- _SOURCE RECORDS_
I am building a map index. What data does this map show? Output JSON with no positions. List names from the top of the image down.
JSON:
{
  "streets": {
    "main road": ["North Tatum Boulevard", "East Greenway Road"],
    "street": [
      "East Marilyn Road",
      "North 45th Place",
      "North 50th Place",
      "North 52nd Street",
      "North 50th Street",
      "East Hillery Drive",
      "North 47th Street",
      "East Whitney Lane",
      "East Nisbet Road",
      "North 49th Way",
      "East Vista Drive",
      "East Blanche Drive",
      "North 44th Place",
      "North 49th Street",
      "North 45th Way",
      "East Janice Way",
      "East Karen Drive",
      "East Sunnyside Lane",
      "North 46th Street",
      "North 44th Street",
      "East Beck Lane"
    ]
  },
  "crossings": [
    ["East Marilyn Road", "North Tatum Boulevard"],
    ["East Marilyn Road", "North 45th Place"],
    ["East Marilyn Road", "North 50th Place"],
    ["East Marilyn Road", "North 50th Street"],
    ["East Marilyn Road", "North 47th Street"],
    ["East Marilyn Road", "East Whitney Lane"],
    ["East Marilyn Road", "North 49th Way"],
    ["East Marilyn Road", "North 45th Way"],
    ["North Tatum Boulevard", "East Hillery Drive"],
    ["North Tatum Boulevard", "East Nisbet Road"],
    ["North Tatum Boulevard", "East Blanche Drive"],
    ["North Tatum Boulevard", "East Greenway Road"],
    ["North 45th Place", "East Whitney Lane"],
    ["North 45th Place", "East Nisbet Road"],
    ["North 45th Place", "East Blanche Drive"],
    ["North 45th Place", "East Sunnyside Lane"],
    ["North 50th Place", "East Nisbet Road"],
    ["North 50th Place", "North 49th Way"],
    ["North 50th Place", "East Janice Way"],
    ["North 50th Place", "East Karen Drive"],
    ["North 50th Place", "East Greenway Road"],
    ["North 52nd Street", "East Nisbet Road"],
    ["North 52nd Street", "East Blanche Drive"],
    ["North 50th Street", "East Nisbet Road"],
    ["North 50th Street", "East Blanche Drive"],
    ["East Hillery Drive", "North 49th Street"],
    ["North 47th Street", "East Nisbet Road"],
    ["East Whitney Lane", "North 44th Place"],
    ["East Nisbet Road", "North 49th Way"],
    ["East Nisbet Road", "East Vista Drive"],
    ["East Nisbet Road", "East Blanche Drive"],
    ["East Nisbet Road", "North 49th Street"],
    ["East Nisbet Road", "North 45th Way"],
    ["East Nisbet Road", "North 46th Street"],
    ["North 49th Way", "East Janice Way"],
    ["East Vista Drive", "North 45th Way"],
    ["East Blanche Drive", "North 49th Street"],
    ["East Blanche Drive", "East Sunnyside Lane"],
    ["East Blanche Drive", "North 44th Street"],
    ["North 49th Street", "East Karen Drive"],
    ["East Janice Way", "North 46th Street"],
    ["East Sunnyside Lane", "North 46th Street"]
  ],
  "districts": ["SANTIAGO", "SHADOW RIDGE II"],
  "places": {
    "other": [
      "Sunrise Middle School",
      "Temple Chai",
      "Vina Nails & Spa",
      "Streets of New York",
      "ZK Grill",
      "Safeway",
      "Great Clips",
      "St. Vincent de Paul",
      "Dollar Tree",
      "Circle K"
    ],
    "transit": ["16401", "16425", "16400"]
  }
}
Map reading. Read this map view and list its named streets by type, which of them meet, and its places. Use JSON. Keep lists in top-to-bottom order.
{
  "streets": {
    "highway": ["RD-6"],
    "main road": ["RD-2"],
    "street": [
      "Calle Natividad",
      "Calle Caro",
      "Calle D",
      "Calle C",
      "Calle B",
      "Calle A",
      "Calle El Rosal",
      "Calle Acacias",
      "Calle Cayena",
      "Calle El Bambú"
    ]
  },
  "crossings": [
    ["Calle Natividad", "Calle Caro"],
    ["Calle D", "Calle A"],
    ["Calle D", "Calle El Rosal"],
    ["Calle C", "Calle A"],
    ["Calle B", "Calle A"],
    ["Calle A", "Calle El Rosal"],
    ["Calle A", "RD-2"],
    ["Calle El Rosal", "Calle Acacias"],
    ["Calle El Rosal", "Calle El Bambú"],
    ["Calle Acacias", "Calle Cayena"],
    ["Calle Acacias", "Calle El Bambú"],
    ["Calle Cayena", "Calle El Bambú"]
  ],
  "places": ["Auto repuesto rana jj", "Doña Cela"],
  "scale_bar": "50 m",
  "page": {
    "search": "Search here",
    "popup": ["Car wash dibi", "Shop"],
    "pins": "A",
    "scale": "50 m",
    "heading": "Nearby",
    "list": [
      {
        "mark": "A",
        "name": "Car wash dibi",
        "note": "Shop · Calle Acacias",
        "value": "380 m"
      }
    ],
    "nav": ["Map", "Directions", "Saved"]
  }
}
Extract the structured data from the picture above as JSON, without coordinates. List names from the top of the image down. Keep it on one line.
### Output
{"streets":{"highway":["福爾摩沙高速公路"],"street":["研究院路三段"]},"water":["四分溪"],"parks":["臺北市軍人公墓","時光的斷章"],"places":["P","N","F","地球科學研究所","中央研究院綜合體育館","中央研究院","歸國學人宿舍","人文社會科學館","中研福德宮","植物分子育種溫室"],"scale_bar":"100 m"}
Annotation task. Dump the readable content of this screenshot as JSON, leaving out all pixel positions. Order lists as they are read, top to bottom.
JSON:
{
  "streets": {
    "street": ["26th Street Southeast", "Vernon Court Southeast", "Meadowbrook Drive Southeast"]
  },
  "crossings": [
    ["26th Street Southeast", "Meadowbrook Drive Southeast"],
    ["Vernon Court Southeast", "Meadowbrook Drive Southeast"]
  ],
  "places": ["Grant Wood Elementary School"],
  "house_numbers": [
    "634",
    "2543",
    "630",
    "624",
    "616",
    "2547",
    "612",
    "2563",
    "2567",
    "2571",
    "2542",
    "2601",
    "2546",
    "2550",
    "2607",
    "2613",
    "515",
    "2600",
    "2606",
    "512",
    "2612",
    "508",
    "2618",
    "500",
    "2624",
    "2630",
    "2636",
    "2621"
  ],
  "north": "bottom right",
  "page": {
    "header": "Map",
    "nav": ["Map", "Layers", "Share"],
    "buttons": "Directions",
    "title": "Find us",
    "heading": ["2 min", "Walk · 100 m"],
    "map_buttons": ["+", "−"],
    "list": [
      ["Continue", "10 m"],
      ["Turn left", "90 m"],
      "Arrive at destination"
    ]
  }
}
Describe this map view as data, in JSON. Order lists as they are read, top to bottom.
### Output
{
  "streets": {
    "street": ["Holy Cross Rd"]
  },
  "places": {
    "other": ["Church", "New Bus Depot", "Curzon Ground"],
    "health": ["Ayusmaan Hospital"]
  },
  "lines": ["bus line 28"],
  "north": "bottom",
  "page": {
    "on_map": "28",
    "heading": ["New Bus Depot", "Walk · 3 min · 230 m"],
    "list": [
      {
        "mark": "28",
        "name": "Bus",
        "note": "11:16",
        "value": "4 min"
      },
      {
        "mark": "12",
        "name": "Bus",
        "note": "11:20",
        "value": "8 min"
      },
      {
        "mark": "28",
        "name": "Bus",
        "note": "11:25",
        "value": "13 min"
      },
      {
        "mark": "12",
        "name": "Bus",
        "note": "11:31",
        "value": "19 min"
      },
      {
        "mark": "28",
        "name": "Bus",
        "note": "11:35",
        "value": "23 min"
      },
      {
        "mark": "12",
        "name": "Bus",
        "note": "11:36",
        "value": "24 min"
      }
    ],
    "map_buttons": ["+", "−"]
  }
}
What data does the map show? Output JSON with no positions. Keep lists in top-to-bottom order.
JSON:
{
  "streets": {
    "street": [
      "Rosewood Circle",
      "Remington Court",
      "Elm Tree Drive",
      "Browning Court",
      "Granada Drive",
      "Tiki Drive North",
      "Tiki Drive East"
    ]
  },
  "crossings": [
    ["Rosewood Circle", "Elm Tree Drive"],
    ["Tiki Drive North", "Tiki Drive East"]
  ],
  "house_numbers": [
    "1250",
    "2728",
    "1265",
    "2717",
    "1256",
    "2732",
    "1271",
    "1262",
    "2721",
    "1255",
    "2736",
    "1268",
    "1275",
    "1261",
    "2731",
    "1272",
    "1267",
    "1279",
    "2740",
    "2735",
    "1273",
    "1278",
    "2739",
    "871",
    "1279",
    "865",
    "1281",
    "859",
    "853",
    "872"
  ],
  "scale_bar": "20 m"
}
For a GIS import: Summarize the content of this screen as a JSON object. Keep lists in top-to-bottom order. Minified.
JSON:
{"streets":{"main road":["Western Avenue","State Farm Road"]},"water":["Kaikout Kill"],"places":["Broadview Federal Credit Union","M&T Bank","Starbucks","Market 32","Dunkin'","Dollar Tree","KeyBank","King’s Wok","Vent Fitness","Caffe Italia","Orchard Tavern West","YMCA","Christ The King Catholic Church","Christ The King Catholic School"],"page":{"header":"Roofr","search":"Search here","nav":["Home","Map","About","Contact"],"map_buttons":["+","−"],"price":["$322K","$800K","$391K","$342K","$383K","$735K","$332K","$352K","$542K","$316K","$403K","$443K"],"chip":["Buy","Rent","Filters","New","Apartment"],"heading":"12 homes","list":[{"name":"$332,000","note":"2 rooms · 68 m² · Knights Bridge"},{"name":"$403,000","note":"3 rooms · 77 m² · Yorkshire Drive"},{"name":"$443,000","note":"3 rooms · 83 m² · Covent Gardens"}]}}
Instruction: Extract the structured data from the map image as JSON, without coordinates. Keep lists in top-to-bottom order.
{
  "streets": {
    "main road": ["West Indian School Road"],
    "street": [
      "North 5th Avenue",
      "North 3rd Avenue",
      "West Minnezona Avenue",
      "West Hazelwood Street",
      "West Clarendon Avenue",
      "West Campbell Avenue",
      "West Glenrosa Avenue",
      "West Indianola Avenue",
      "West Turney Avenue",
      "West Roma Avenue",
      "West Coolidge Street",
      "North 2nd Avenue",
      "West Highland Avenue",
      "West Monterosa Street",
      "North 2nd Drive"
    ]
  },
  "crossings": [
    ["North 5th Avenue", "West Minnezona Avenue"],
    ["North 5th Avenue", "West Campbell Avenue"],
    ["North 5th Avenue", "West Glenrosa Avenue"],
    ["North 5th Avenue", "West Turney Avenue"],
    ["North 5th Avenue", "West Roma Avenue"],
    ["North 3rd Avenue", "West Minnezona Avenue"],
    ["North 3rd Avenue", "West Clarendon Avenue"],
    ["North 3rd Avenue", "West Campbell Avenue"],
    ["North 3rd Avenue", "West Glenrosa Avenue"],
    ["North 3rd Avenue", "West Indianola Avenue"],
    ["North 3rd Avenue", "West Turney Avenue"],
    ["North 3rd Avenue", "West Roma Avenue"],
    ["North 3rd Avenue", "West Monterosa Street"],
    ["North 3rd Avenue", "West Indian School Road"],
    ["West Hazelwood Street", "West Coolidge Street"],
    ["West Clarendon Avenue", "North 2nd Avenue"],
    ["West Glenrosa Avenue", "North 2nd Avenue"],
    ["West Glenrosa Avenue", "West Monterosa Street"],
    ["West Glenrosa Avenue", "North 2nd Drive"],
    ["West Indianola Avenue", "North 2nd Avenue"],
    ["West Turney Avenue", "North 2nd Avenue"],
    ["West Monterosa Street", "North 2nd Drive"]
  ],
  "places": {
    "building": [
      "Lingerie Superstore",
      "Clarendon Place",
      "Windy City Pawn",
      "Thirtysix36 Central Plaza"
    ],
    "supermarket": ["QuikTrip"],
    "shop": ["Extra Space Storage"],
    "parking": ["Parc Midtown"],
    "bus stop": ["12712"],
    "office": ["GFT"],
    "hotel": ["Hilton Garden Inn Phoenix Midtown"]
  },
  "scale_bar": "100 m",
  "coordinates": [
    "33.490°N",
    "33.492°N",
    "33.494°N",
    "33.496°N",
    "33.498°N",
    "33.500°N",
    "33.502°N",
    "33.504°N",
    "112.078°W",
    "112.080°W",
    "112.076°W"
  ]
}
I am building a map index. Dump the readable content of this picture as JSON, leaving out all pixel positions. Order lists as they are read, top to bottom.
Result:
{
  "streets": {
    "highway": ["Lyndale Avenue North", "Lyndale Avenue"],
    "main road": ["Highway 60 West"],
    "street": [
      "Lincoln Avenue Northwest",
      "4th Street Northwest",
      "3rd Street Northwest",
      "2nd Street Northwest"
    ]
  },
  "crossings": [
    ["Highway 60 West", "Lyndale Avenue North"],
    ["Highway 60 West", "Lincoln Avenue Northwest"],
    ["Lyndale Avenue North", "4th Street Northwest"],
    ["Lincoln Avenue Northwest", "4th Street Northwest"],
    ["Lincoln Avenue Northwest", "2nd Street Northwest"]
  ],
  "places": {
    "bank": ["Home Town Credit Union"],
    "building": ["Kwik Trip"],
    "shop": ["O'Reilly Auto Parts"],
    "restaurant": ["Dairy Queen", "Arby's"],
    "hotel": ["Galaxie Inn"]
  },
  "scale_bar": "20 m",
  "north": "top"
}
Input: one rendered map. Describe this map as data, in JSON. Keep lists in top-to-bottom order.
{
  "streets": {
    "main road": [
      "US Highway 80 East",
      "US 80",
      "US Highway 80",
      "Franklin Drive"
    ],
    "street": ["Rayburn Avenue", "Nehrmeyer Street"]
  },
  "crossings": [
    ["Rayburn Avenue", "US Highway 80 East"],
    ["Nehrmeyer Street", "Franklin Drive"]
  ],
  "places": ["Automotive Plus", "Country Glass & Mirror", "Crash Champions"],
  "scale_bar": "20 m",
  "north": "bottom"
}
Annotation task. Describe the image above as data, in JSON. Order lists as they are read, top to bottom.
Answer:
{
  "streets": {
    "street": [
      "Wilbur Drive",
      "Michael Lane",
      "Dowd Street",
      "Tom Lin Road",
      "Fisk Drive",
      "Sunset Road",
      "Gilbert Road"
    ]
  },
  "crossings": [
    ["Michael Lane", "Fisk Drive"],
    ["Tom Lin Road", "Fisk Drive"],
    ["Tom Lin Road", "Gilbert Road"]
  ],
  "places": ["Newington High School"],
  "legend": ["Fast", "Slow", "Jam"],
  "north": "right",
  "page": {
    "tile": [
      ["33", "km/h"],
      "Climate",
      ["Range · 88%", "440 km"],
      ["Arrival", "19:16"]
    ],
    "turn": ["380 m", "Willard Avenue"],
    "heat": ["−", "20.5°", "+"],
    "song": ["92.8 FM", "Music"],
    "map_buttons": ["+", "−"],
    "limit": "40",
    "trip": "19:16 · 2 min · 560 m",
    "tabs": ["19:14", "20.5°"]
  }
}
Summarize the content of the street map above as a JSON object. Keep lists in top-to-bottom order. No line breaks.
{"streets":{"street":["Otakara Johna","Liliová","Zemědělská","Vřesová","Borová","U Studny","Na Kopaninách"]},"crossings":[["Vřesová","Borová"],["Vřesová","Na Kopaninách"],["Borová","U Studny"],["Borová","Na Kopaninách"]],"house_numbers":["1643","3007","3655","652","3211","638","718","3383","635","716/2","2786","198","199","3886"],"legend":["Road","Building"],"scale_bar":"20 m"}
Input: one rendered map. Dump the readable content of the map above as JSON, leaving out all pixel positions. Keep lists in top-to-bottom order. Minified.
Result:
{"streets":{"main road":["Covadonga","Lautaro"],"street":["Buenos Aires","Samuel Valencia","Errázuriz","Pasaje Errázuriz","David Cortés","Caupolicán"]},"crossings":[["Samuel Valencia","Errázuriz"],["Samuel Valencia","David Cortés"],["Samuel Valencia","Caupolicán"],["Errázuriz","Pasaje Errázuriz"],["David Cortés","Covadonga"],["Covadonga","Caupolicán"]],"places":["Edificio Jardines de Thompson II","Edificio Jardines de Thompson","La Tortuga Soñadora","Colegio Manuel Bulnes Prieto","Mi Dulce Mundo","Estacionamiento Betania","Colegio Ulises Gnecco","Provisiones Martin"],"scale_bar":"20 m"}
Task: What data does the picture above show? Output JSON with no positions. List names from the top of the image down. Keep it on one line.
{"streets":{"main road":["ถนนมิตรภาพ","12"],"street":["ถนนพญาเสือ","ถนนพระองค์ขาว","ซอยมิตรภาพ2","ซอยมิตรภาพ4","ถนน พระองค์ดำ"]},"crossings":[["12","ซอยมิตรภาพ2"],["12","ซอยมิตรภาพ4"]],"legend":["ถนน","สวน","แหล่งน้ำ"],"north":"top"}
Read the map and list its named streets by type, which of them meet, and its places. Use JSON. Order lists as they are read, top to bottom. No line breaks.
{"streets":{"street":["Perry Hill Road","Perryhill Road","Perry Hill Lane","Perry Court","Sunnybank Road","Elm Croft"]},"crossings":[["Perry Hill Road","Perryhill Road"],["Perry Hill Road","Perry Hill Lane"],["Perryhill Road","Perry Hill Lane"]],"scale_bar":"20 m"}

- _ABOUT THIS TASK_
Set down, word for word, the line that contains "Task: What data" and all lines after it up to the end of the listing.

- _ANSWER AREA_
Task: What data does the picture above show? Output JSON with no positions. List names from the top of the image down. Keep it on one line.
{"streets":{"main road":["ถนนมิตรภาพ","12"],"street":["ถนนพญาเสือ","ถนนพระองค์ขาว","ซอยมิตรภาพ2","ซอยมิตรภาพ4","ถนน พระองค์ดำ"]},"crossings":[["12","ซอยมิตรภาพ2"],["12","ซอยมิตรภาพ4"]],"legend":["ถนน","สวน","แหล่งน้ำ"],"north":"top"}
Read the map and list its named streets by type, which of them meet, and its places. Use JSON. Order lists as they are read, top to bottom. No line breaks.
{"streets":{"street":["Perry Hill Road","Perryhill Road","Perry Hill Lane","Perry Court","Sunnybank Road","Elm Croft"]},"crossings":[["Perry Hill Road","Perryhill Road"],["Perry Hill Road","Perry Hill Lane"],["Perryhill Road","Perry Hill Lane"]],"scale_bar":"20 m"}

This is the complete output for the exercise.